Immigration was, at least up until recently, an issue on which Trump reliably polled on well. Back in January, a Quinnipiac poll of registered voters showed 47% approved of how Trump was handling immigration issues while 46% disapproved. However, looking at a newer Quinnipiac poll conducted from last Thursday to Monday, only 43% of registered voters approved of Trump’s handling of immigration issues, and his disapproval numbers on the issue had jumped up 8 points, to 54%. (Sunday's NBC News Decision Desk Poll powered by SurveyMonkey gives Trump an edge on the issue, with a slim majority of 51% still approving of his handling of border security and immigration.)
Meanwhile, a YouGov poll of 4,300 adults conducted Tuesday found that 45% disapproved of Trump’s sending in the National Guard, while 38% approved. Even more people disapproved of sending in the Marines.
Trump almost always wants to push as far as he can. Testing the limits of his power is his default setting. But during his first term, Trump was often reined in by those around him.

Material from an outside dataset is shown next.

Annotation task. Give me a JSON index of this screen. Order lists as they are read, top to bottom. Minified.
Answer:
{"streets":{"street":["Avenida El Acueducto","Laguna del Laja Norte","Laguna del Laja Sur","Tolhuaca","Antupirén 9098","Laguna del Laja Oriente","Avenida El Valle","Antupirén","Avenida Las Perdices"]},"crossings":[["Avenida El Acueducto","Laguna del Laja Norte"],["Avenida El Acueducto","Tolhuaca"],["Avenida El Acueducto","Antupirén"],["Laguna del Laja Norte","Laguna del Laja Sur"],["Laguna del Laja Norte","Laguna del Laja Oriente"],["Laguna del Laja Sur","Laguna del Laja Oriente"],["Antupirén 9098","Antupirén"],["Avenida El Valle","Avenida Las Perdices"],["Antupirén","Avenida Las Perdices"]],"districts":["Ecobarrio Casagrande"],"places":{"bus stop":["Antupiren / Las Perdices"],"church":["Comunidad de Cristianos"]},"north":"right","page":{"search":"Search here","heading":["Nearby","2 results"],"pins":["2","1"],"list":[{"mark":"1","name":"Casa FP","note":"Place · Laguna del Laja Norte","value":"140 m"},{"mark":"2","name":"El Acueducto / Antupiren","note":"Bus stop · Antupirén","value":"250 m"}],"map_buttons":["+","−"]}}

During a meeting in the Oval Office in 2019, Trump stunned aides with his ideas about how to prevent migrants from entering the United States. “After publicly suggesting that soldiers shoot migrants if they threw rocks, the president backed off when his staff told him that was illegal," reported The New York Times.

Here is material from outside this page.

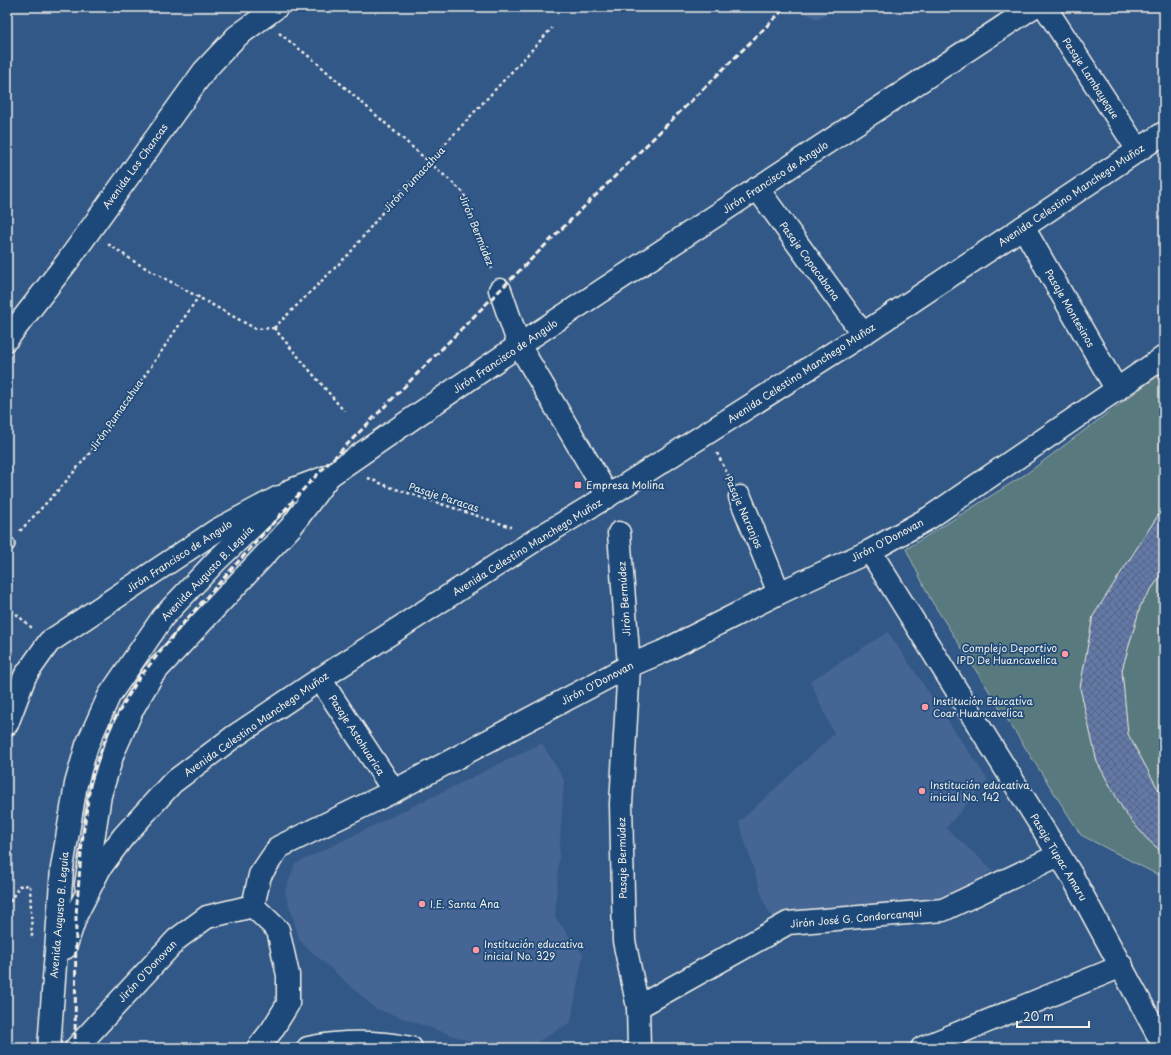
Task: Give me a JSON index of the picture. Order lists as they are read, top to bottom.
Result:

Trump’s former defense secretary Mark Esper recalled that in 2020, when Trump wanted to clear Black Lives Matter protesters from outside the White House, he asked, “Can’t you just shoot them? Just shoot them in the legs or something.”
There is little question that Trump believes the military is a powerful tool, both symbolically and practically.

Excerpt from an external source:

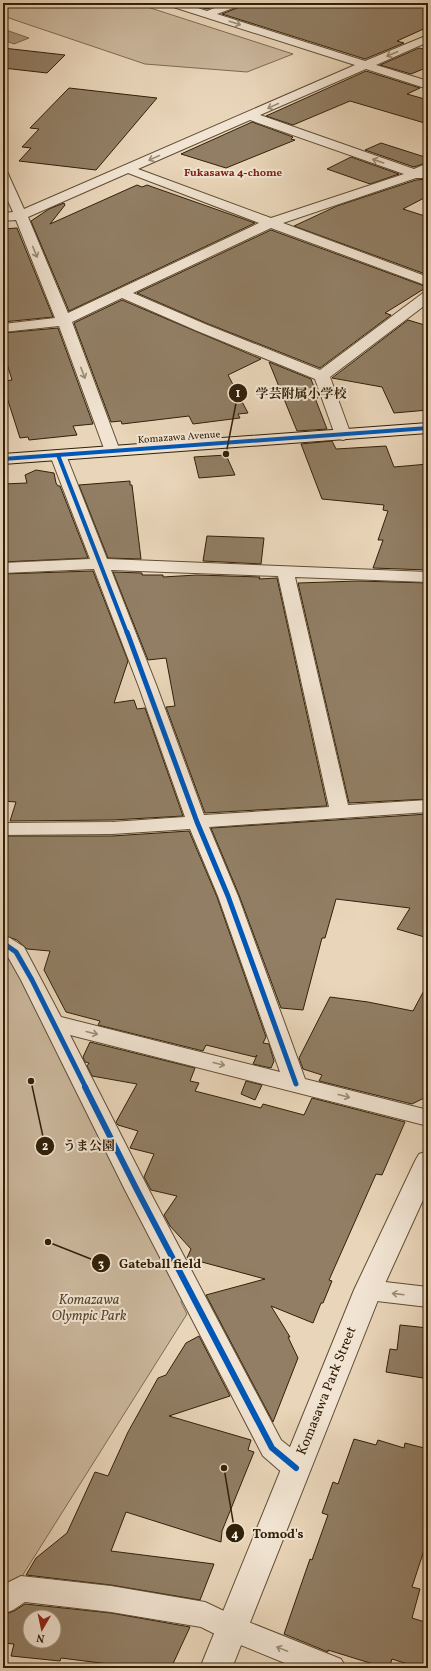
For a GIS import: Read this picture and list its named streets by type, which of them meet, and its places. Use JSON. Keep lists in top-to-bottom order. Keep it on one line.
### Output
{"streets":{"main road":["Komazawa Avenue","Komasawa Park Street"]},"districts":["Fukasawa 4-chome"],"parks":["Komazawa Olympic Park"],"places":["学芸附属小学校","うま公園","Gateball field","Tomod's"],"north":"bottom"}
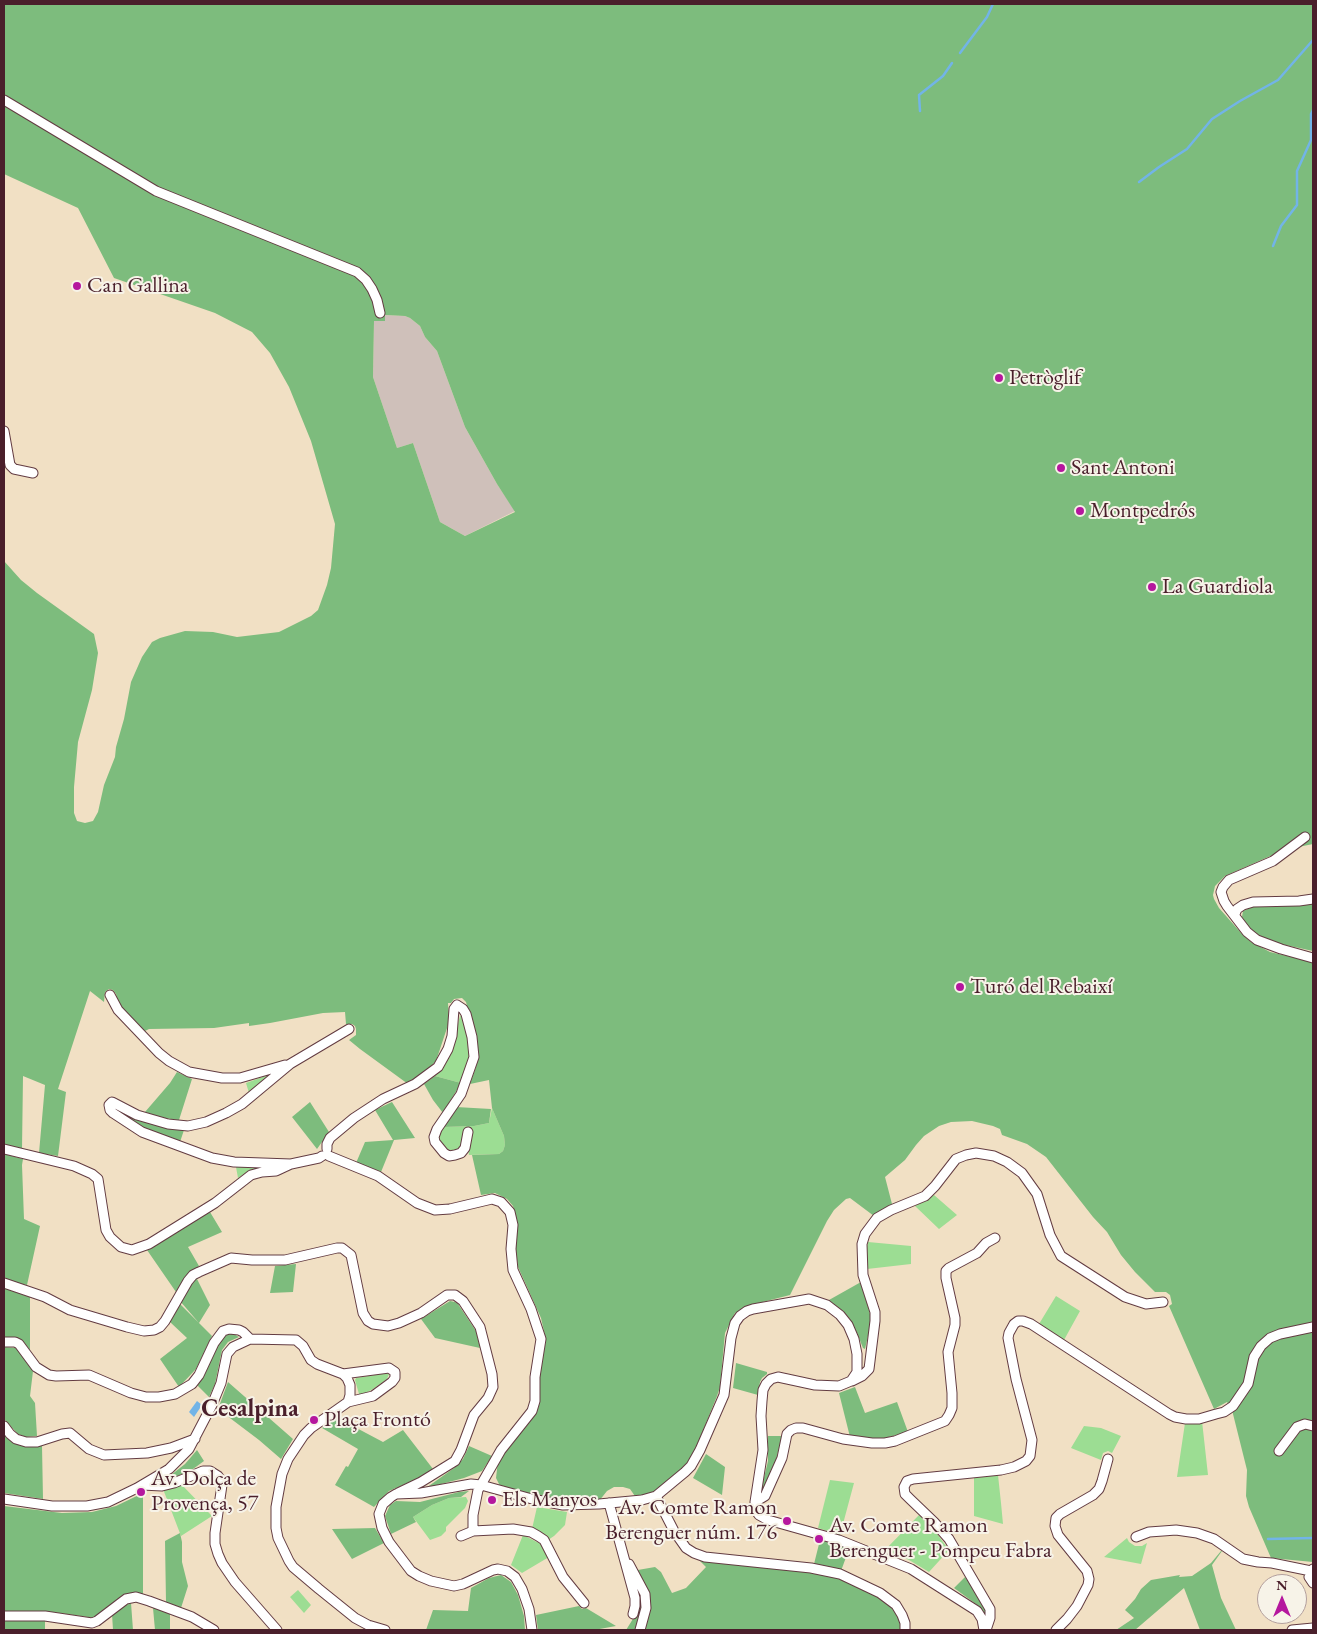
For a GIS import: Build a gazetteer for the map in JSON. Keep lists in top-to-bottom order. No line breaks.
{"districts":["Cesalpina"],"places":["Can Gallina","Petròglif","Sant Antoni","Montpedrós","La Guardiola","Turó del Rebaixí","Plaça Frontó","Av. Dolça de Provença, 57","Els Manyos","Av. Comte Ramon Berenguer núm. 176","Av. Comte Ramon Berenguer - Pompeu Fabra"],"north":"top"}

This time around, Trump has surrounded himself with yes people and sycophants who both enable and approve of his decision-making. Meanwhile, congressional Republicans have been quiet about his military interventionism, with the weak exceptions of Sens. Susan Collins of Maine and Lisa Murkowski of Alaska. That leaves only the courts as a final check. He is looking to see just how much power he truly has so he knows just how much power he can use.
There is little question that Trump believes the military is a powerful tool, both symbolically and practically. He also is leaning even harder into the law-and-order posturing of his first term, with a decidedly alarming new sense of entitlement. But even potent symbols can be abused.
We are more than a year removed from the midterms, and the presidential election feels an almost impossible two years past that. Will any of this matter by then? It feels foolish to even try to guess. But in the short term, whatever political capital Trump could have earned last week may be squandered by his inability to quit while he’s ahead.